レビューの質を高め、見落とし防止にもつながります。
AI導入で注意したいこと
AIは便利なツールですが、万能ではありません。
以下の点には注意が必要です。
AIの回答を鵜呑みにしない
生成AIはもっともらしい回答を返すことがありますが、内容が常に正しいとは限りません。
最終的な判断は、設計者や品質担当者が行う必要があります。
機密情報の取り扱い
製品図面や設計仕様、顧客情報などを外部AIサービスへ入力すると、情報漏えいのリスクが生じる場合があります。
社内ルールを整備し、必要に応じて企業向けの生成AIサービスやオンプレミス環境を利用することが重要です。
試験や評価を省略しない
AIが「問題ない」と判断しても、実機試験や信頼性評価を省略してはいけません。
最終的な品質保証は、実際の評価結果に基づいて行う必要があります。
今後の信頼性設計はどう変わる?
今後は、AIと設計ツールがさらに連携していくと考えられます。
例えば、
- CADデータから故障リスクを自動解析する
- FMEAを半自動で作成する
- CAE解析結果から改善案を提案する
- 市場故障データをリアルタイムで分析する
- センサー情報から故障時期を予測する
といった活用が一般的になるかもしれません。
さらに、IoTとAIを組み合わせることで、製品の稼働状況を継続的に監視し、故障の兆候を早期に検知する「予知保全」の実用化も進んでいます。
設計者に求められる役割
AIが進化しても、設計者の役割がなくなるわけではありません。
むしろ、
- AIへ適切な指示を出す力
- AIの提案を評価する力
- 製品特性や使用環境を理解する力
- 安全性や法規制を考慮する判断力
など、人ならではの知識と経験がこれまで以上に重要になります。
AIは「答えを出す存在」ではなく、「より良い答えを一緒に考えるパートナー」と捉えることが大切です。
まとめ
AIは、信頼性設計のあらゆる場面で活用が広がっています。
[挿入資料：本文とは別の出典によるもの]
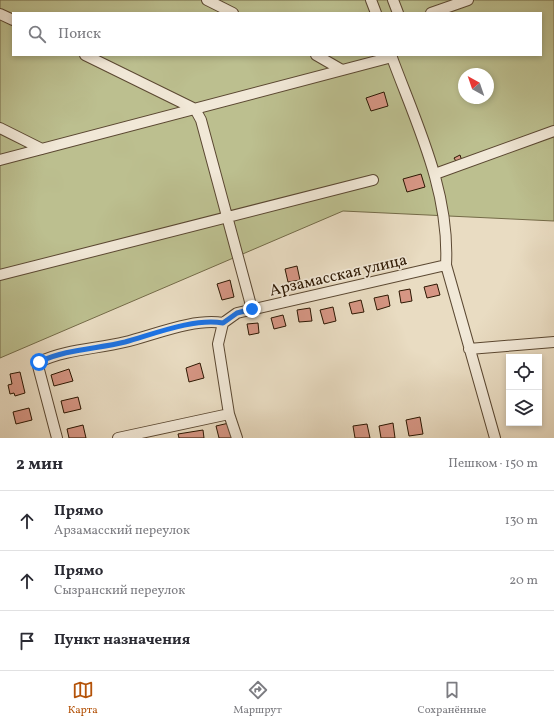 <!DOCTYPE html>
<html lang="ru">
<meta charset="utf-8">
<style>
:root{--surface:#fff;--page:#f2f2f3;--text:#2b2b33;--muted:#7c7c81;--line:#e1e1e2;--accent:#b45309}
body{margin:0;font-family:Vollkorn,serif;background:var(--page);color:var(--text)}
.controls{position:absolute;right:12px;bottom:12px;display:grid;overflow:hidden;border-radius:0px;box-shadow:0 2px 6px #0003}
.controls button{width:36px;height:36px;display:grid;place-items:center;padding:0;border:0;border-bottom:1px solid var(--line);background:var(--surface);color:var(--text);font:20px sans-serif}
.compass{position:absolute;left:458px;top:68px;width:36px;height:36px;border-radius:50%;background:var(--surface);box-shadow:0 2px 6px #0003;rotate:320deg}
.stop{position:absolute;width:12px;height:12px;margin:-9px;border:3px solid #1a73e8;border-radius:50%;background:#fff}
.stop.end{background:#1a73e8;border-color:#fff;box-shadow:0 1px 4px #0008}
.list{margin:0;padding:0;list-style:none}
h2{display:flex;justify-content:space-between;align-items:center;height:52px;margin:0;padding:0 16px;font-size:17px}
h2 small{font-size:13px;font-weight:400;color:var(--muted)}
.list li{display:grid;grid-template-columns:26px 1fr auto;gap:12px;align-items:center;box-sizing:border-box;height:60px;padding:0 16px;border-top:1px solid var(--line)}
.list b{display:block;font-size:15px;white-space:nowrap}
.list p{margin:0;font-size:13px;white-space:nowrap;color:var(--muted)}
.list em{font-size:13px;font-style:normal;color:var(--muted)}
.icon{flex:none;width:22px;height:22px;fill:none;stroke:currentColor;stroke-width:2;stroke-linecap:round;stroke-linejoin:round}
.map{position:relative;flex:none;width:554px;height:438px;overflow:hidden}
.search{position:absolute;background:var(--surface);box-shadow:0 2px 6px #0003;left:12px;right:12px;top:12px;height:44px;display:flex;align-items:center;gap:10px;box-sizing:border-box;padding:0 14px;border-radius:0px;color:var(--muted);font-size:15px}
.sheet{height:232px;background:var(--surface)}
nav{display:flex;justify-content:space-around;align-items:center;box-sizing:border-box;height:56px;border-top:1px solid var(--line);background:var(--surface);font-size:11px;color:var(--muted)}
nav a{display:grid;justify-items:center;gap:2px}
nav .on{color:var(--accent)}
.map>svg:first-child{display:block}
.garden{fill:#bcbf8f;stroke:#746b48;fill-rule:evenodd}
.building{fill:#d69684;stroke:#2c1702}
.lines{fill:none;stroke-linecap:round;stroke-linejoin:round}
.minor-casing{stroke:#5b4832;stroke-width:12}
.minor{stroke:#f1e8d7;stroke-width:10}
.route{stroke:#1a73e8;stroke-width:5}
.labels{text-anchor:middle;stroke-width:3.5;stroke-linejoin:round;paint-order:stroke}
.street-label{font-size:16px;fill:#2c1702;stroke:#f1e8d7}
</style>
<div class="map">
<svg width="554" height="438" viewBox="0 0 554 438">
<rect width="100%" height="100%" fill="#e9dcc2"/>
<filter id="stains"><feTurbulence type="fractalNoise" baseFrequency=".005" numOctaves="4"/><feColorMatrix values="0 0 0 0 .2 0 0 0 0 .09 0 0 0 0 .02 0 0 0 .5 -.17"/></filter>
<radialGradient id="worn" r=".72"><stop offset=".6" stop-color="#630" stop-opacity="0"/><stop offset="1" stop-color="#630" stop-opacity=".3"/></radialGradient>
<path class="garden" d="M 0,0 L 554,0 L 554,221 L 343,211 L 0,358 ZM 13,13 L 541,13 L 541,55 L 13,55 ZM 464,74 L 488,74 L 488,98 L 464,98 Z"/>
<path class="building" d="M 384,92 L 388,106 L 371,111 L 366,98 Z
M 460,155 L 462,161 L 457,163 L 454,158 Z
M 421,174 L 425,187 L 407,192 L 403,179 Z
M 297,266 L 300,280 L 288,282 L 285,269 Z
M 230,280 L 234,297 L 222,300 L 217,284 Z
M 437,284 L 440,295 L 427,298 L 424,287 Z
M 410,289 L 412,301 L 401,303 L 399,291 Z
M 388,295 L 390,306 L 377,310 L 374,298 Z
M 361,300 L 364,312 L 352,314 L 349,303 Z
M 333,307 L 336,321 L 324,324 L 320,310 Z
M 310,308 L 312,321 L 299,322 L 297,310 Z
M 283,315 L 286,326 L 274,329 L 271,318 Z
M 258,323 L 259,333 L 249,335 L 247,324 Z
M 200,363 L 204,378 L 189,382 L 186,368 Z
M 69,369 L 73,381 L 54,386 L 51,375 Z
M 20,372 L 25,393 L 15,396 L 14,393 L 10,394 L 8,385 L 12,384 L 10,374 Z
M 78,397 L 81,409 L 64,413 L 61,401 Z
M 29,408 L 32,420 L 16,424 L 13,412 Z
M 420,417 L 423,434 L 409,436 L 406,420 Z
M 229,423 L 232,438 L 219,438 L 216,426 Z
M 393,423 L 395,438 L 381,438 L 379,426 Z
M 367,424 L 370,438 L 355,438 L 353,426 Z
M 83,425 L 86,438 L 69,438 L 67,429 Z
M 203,430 L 204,438 L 179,438 L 178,434 Z"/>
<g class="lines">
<g class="minor-casing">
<path id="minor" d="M 207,0 L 233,13
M 371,0 L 376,13
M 393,0 L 398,13
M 431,13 L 468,0
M 0,14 L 13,20
M 85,55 L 195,109 L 201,120 L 252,309
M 316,55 L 342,70
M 391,55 C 416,123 450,191 446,265 L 495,438
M 0,128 L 42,149
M 0,160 L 392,57
M 435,174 L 554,131
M 0,275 L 373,180
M 469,349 L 554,342
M 57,438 L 38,366 L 39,362 C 66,349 97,349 125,342 C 154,335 193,318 223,323
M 118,438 L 229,414
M 237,438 L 229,414 L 218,344 L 223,323 L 237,313 L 446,265"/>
</g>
<use href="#minor" class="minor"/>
</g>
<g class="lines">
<path class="route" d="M 39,362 C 66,349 97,349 125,342 C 154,334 193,318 223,323 L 237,313 L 252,309"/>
</g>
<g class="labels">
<g class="street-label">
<text transform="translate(338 274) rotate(-13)" y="6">Арзамасская улица</text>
</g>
</g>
<rect width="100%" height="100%" filter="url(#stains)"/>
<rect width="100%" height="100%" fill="url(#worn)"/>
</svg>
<div class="controls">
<button><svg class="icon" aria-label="locate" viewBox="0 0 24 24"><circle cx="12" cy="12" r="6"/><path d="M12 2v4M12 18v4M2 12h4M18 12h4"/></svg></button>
<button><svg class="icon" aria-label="layers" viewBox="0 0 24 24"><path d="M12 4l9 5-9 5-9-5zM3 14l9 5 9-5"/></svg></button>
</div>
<svg class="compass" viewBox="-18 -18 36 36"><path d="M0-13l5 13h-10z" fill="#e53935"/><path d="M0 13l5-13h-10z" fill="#7c7c81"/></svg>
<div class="stop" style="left:39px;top:362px"></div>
<div class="stop end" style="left:252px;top:309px"></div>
<div class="search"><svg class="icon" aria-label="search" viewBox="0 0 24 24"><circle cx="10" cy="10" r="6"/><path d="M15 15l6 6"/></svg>Поиск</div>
</div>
<section class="sheet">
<h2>2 мин<small>Пешком · 150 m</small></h2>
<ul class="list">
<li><svg class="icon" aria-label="ahead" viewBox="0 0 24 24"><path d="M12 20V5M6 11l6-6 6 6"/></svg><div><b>Прямо</b><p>Арзамасский переулок</p></div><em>130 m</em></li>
<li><svg class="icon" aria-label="ahead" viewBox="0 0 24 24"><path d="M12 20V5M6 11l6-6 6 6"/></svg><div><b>Прямо</b><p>Сызранский переулок</p></div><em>20 m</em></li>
<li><svg class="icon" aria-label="arrive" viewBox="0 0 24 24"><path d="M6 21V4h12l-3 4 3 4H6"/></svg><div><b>Пункт назначения</b></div></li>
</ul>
</section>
<nav>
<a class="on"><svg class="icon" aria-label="map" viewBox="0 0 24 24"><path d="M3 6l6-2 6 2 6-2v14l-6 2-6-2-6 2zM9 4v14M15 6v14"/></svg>Карта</a>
<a><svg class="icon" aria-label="directions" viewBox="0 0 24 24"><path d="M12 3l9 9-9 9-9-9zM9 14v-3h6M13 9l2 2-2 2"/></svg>Маршрут</a>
<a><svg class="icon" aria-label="saved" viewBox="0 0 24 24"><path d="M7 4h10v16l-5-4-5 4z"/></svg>Сохранённые</a>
</nav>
FMEAの作成支援、故障原因の整理、試験計画の立案、試験データの分析、設計レビュー、技術文書の検索など、設計者の負担を軽減し、より効率的な製品開発を支援する存在になりつつあります。
一方で、AIは過去のデータや学習内容をもとに提案を行うため、最終的な判断や安全性の確認は人が担う必要があります。実機試験や設計レビューといった従来の信頼性設計の重要性は、これからも変わりません。
これからのものづくりでは、「設計者の知識・経験」と「AIの分析力」を組み合わせることが、より高品質で信頼性の高い製品を生み出す鍵となるでしょう。
本連載が、信頼性設計の基礎を学び、実務に活かすきっかけとなれば幸いです。